**REQUIRED WORK**:
Reproduce the records exactly through the line with "filter:drop-shadow(0 0 2px".

**RECORD EXCERPTS**:

+ + + + +

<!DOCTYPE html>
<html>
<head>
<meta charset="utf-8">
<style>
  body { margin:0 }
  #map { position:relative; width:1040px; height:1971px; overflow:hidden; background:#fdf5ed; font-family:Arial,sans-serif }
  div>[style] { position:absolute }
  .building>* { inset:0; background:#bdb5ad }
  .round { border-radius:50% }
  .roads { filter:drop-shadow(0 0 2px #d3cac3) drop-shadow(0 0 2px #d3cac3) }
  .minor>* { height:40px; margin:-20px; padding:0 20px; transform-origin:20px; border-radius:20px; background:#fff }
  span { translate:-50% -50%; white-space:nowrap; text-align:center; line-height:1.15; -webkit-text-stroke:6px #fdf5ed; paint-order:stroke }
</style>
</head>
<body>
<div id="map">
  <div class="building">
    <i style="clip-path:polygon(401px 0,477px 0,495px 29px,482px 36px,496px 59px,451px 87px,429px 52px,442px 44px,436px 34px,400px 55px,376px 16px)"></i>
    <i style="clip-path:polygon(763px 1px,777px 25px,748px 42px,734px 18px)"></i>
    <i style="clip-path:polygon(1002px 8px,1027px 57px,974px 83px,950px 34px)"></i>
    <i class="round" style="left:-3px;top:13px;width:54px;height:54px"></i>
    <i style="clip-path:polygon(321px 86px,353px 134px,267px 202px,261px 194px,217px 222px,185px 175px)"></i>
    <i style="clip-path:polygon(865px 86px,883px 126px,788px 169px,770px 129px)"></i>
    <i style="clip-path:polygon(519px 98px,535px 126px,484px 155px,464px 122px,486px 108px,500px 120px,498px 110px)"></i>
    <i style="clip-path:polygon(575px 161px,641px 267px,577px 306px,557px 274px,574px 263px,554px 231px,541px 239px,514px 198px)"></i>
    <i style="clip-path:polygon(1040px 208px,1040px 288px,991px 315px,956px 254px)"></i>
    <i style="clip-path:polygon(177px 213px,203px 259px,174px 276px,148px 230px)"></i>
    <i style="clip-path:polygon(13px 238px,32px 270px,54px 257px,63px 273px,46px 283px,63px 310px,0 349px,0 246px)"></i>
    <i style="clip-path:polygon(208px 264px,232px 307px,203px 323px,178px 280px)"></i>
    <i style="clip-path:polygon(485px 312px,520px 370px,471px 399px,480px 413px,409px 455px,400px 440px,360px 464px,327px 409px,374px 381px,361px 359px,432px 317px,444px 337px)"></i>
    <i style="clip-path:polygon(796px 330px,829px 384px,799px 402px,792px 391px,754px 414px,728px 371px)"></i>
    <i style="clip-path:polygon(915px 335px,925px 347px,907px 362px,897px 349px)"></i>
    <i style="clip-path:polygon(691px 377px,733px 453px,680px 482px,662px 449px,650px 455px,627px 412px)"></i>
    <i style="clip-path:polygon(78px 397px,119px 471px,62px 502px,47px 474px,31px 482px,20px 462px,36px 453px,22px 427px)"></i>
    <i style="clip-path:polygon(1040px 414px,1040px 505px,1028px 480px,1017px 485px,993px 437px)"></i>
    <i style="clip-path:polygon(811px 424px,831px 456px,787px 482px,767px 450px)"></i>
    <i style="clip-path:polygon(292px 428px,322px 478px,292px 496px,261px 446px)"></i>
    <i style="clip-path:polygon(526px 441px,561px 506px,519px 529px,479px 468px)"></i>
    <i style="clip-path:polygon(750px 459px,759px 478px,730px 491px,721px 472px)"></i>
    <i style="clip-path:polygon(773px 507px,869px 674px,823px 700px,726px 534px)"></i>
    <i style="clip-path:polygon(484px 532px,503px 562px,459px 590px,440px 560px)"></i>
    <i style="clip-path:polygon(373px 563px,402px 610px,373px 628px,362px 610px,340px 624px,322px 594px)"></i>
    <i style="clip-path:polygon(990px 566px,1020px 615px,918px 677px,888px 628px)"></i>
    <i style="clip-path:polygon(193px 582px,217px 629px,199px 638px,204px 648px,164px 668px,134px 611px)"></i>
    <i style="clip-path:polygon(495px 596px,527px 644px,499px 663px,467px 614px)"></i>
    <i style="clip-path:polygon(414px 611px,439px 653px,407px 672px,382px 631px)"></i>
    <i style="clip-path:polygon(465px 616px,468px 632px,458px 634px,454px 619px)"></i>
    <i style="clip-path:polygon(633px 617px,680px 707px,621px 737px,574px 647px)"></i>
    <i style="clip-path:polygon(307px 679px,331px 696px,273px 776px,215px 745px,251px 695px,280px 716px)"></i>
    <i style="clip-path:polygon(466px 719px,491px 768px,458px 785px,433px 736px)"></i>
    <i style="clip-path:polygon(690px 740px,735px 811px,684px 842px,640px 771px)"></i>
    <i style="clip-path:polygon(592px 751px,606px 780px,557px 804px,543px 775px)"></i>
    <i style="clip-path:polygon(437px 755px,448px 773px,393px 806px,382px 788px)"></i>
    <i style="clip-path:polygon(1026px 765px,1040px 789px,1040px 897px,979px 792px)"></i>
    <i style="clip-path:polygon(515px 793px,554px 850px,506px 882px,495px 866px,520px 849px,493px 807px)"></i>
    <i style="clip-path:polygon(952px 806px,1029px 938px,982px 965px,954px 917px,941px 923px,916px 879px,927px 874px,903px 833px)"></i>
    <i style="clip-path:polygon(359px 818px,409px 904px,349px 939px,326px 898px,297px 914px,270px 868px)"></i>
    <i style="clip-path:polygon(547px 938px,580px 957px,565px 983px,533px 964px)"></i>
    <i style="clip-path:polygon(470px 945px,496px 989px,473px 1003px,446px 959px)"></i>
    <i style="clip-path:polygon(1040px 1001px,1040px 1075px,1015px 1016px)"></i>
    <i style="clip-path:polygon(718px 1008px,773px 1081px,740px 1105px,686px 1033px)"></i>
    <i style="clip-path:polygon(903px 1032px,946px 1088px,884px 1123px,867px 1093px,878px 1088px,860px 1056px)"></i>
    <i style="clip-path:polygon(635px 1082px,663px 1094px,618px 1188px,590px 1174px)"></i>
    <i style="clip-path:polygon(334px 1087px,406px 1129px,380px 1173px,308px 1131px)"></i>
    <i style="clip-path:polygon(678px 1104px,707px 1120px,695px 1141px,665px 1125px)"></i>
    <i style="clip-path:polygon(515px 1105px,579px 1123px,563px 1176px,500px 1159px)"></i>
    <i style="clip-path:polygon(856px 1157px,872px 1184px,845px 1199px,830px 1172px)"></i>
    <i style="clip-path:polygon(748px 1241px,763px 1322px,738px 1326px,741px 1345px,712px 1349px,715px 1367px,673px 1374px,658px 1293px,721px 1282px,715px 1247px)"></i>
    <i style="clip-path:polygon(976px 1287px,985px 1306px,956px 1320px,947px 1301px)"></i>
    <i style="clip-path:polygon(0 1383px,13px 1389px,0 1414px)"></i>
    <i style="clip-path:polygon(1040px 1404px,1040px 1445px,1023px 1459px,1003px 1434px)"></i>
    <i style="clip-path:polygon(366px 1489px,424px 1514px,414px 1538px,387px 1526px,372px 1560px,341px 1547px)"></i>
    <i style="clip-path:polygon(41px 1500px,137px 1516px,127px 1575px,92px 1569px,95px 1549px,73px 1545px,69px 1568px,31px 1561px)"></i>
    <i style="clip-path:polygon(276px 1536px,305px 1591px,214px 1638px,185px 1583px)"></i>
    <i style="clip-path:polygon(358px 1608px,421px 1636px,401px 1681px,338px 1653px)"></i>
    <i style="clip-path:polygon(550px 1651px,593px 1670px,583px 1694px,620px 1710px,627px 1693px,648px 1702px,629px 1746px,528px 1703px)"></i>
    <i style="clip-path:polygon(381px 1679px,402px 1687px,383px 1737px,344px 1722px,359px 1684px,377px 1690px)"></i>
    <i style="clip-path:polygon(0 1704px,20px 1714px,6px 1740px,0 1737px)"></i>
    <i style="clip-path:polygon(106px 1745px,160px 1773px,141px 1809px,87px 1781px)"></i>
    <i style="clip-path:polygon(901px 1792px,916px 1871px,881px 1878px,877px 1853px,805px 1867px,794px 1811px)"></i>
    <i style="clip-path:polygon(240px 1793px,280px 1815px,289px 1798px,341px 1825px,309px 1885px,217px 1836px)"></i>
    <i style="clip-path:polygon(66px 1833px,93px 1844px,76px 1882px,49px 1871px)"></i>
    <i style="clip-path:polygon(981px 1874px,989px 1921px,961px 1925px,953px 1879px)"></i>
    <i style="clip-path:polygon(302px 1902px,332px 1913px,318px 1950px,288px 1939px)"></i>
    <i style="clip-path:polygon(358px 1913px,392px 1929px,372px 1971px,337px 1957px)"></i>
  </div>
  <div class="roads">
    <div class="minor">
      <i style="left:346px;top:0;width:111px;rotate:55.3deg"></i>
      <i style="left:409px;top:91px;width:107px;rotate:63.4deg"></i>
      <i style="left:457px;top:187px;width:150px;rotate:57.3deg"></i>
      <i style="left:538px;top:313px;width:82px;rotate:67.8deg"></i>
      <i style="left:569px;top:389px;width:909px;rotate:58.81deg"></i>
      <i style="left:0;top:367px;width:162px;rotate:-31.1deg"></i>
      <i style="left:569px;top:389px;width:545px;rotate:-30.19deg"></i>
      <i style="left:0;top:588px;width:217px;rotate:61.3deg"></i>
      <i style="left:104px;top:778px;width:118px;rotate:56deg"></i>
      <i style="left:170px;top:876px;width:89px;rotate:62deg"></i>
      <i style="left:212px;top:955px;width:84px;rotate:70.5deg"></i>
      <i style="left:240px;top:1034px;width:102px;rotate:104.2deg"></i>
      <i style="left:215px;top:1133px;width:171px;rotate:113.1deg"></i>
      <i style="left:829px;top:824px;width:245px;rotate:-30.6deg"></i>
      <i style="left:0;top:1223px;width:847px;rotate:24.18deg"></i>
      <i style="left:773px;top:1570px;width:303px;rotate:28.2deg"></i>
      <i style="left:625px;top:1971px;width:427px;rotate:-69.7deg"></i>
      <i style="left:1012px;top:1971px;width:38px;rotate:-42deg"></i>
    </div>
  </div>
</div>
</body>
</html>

+ + + + +

**TASK RESULT**:
<!DOCTYPE html>
<html>
<head>
<meta charset="utf-8">
<style>
  body { margin:0 }
  #map { position:relative; width:1040px; height:1971px; overflow:hidden; background:#fdf5ed; font-family:Arial,sans-serif }
  div>[style] { position:absolute }
  .building>* { inset:0; background:#bdb5ad }
  .round { border-radius:50% }
  .roads { filter:drop-shadow(0 0 2px #d3cac3) drop-shadow(0 0 2px #d3cac3) }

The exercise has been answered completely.